The survey of 688 GPs, conducted by Medical Protection and published on Friday (12 February), also found that GPs were worried about the impact remote assessments could have on prognosis and diagnosis.

The organisation said it expects ‘a significant number’ of disputes, complaints and investigations where delayed referrals to secondary care have seriously impacted on patients’ prognoses and outcomes due to circumstances beyond their doctor’s control.

The survey also highlighted concerns from GPs about accountability and the quality of care they can provide during the pandemic.
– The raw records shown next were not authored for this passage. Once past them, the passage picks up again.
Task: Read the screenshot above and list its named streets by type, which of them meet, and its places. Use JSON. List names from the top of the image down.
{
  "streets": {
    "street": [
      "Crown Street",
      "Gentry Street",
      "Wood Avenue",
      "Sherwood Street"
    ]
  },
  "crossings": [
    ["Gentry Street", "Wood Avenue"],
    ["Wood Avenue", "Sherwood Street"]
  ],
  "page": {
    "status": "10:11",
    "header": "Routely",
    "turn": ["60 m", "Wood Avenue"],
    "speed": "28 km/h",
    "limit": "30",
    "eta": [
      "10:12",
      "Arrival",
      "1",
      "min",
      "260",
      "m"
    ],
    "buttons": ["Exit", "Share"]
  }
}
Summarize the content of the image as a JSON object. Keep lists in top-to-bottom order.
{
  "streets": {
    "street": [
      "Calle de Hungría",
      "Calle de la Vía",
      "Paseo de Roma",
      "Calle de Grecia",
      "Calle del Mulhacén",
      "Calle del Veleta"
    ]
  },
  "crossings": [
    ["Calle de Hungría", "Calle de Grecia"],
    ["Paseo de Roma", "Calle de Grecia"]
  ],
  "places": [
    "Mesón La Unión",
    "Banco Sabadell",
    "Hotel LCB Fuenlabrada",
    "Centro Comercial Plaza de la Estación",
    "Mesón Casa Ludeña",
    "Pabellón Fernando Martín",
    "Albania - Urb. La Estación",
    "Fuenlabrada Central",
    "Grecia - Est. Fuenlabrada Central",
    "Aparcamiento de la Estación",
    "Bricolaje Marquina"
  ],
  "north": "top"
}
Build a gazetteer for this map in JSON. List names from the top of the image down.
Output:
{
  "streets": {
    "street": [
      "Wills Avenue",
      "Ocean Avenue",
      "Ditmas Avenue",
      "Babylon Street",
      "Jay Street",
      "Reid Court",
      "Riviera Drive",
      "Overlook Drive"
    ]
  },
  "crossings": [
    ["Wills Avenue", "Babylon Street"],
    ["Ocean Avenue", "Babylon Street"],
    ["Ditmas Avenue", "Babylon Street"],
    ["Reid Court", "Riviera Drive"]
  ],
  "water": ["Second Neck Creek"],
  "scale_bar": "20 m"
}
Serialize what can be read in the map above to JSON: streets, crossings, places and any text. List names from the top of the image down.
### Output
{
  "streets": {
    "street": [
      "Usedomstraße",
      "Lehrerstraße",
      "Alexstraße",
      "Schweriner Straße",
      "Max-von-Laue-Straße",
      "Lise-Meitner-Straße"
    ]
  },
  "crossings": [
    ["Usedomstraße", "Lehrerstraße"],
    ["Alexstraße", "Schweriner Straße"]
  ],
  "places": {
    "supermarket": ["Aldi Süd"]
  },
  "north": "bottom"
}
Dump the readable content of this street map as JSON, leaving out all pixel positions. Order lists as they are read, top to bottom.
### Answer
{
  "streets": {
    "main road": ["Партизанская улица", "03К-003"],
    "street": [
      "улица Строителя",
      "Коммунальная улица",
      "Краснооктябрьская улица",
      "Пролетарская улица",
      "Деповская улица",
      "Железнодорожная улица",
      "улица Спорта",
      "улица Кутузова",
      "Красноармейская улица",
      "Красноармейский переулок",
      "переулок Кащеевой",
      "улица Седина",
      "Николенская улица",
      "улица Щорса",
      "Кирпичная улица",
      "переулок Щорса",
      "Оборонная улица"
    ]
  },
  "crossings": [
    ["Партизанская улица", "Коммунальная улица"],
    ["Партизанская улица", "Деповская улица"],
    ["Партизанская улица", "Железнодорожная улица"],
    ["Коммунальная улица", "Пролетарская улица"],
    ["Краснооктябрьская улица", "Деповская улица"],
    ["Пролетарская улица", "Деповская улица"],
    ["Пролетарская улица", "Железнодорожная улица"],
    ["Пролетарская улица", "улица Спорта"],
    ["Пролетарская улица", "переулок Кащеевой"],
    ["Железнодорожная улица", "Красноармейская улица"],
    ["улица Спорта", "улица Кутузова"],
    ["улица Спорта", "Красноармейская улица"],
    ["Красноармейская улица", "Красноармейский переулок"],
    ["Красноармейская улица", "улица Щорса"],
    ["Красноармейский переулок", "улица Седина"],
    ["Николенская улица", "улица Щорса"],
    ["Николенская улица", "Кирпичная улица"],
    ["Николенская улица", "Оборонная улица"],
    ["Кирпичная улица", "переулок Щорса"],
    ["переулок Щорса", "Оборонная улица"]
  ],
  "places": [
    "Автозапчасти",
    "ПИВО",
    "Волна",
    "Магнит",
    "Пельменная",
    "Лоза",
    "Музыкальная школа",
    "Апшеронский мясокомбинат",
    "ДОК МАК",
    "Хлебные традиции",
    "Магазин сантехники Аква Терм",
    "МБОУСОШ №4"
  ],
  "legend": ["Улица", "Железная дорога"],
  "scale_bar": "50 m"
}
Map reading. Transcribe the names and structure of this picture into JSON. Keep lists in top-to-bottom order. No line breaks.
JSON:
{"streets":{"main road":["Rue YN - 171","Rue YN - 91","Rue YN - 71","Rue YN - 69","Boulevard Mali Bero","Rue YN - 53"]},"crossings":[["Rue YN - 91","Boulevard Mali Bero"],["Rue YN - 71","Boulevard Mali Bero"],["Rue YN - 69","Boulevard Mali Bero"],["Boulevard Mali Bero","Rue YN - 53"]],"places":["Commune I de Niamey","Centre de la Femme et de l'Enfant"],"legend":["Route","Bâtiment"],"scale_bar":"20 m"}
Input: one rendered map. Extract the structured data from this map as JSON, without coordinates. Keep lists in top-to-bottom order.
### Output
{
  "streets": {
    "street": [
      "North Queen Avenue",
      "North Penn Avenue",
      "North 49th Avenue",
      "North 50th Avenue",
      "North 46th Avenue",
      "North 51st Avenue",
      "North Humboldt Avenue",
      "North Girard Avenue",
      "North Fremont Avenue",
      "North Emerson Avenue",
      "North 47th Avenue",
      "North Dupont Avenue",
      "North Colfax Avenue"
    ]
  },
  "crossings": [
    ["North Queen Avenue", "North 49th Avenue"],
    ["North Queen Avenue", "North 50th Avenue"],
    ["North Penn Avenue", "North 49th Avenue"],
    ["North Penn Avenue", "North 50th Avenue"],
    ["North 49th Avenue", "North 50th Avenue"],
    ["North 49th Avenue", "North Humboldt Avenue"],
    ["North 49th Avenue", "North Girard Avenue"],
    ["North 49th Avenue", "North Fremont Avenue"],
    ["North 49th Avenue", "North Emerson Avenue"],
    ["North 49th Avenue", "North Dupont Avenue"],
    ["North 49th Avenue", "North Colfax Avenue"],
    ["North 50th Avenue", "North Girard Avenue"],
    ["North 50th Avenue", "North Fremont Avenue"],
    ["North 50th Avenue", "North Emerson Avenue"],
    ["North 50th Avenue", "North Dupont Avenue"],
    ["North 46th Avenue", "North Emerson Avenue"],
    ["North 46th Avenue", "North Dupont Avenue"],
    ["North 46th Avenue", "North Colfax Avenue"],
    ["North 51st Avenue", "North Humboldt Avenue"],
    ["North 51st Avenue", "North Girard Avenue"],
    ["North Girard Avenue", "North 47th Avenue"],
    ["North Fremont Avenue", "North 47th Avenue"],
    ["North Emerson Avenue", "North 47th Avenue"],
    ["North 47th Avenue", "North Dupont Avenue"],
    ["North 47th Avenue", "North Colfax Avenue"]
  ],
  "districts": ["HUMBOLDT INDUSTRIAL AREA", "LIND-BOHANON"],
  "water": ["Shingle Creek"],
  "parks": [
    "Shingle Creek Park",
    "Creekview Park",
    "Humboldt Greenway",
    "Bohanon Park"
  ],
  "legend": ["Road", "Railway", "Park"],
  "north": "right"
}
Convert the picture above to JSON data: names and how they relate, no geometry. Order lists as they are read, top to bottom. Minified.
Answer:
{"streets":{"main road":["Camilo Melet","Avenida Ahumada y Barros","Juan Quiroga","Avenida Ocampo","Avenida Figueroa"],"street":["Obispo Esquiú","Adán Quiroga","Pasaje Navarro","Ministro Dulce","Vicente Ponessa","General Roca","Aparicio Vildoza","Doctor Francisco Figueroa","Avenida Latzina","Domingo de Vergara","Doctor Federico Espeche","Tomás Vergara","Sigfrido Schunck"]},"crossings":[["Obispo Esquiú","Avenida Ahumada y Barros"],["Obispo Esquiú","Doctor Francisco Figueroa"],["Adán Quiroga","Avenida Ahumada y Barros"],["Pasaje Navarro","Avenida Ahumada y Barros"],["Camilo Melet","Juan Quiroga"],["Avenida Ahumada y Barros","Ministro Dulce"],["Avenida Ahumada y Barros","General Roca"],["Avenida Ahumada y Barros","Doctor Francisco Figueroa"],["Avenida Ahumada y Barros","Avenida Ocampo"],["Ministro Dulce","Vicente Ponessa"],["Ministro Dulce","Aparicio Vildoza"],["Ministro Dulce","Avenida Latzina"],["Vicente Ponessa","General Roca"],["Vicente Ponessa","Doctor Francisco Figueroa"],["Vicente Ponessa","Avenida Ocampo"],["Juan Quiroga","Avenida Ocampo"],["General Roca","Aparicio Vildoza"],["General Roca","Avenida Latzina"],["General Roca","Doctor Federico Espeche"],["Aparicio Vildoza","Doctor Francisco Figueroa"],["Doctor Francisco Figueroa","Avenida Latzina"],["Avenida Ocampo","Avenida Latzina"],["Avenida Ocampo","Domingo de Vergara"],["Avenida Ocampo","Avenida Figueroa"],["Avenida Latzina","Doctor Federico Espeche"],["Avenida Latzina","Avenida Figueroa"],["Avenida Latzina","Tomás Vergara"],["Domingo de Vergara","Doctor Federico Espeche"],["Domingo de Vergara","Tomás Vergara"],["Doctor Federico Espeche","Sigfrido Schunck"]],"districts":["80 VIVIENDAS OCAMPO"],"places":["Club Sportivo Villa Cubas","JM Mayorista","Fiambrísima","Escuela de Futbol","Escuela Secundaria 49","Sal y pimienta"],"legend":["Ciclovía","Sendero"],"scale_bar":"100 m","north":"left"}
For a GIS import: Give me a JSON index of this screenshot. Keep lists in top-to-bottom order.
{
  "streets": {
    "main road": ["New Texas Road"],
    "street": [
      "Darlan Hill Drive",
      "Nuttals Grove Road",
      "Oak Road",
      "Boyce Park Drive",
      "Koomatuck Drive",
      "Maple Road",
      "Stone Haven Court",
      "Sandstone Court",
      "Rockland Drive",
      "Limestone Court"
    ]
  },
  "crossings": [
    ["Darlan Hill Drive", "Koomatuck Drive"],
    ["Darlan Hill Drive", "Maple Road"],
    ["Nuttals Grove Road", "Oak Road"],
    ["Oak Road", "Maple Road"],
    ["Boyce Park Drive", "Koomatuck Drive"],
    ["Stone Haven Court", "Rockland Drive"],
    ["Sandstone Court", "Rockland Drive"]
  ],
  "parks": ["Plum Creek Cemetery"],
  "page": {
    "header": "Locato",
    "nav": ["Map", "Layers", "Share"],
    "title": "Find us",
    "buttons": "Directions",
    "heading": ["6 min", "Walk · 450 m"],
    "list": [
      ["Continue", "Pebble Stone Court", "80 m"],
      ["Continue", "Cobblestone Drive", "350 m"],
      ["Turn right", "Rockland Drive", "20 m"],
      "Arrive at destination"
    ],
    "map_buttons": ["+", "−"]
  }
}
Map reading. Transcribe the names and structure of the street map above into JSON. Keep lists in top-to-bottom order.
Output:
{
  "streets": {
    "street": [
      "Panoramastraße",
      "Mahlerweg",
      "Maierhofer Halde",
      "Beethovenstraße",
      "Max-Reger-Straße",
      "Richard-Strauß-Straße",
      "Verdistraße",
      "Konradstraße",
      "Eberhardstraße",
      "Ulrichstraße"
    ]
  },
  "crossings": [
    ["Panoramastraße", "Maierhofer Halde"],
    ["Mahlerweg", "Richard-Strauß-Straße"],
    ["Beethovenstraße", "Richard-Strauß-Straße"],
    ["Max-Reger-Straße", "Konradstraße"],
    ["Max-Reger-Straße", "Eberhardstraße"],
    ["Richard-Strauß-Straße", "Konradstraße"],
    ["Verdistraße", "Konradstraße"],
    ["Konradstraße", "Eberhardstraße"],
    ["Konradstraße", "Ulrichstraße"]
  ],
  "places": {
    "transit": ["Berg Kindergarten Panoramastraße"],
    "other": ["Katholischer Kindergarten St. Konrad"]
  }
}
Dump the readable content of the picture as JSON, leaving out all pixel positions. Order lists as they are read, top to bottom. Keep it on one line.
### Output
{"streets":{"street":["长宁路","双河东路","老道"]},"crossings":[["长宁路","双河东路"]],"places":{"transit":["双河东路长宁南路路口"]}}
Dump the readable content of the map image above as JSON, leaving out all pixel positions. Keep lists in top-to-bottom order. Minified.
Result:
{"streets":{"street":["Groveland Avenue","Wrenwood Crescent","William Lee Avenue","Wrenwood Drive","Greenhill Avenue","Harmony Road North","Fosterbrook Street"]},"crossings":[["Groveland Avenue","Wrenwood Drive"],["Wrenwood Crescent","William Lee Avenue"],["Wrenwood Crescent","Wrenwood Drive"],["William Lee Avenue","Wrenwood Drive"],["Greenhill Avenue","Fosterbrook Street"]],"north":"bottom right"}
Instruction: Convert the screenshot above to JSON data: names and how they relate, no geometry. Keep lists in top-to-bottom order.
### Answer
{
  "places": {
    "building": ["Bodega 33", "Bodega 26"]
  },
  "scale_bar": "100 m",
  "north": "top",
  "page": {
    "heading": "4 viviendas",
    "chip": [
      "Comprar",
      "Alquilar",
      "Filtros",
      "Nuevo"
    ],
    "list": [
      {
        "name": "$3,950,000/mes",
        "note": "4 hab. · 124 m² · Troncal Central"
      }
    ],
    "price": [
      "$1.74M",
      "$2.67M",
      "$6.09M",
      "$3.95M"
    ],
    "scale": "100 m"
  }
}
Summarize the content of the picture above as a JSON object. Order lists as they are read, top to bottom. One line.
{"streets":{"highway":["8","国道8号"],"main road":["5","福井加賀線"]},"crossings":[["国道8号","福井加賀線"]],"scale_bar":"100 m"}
One respondent commented: ‘Routine referrals for investigations are being rejected and sent back to GPs and it is then left up to us to explain to the patient why the investigation has not been done.’

They added that remote consultations have meant that GPs ‘will inevitably miss important pathology’.

‘There is a whole spectrum of undiagnosed pathology that will come to light once this pandemic is over and my worry is that GPs will then be at the coal face of this undiagnosed pathology and will undoubtedly be in the firing line for blame,’ the respondent said.

Other respondents highlighted that patients felt GPs had not ‘highlighted the urgency of their situation’ and that was the reason for a delayed referral.

Dr Rob Hendry, medical director at Medical Protection, said: ‘Before the pandemic, there were already long-standing concerns about the extent to which individual doctors are held to account for delayed diagnoses and other incidents that occur due to system pressures or failures.

‘Covid-19 has had a serious impact on the availability of services, and this has severely exacerbated the problem.’

Advice for practice managers

Practices have seen a reduction in consultations during the pandemic, with a Health Foundation study showing that the number of consultations per person per year had fallen by around 30% by June 2020 compared to pre-March levels.

Meanwhile a study by Macmillan Cancer Support, published in October, also found that around 50,000 cancer diagnoses have been missed because of the pandemic.

Diane Baylis, clinical risk educator at Medical Protection, told Management in Practice that practice managers will often be the first to hear about a patient’s complaint, and that there will ‘currently be a high volume of complaints relating to delays in referral appointments’.

She said: ‘When working with limited resources and under increased pressure it is important to try and communicate in ways that are clear to the patient about what is and isn’t realistic.’

She added that it was important for practice staff to manage patient expectations early when they know there is likely to be an extended delay for a secondary care referral. ‘An effective way to decrease risk involves respectfully correcting patients’ unrealistic expectations and assisting them to understand what they can reasonably expect. This is more effective if done at the time of the consultation with the doctor and can be reinforced by the practice team,’ she said.

‘Many patients who complain or take legal action report having experienced not being listened to, a lack of empathy, and not being understood or taken seriously.’

She also advised practice staff to provide clear information regarding the practice’s process of dealing with complaints and to check patients’ understanding of this ‘while showing empathy with their current situation’.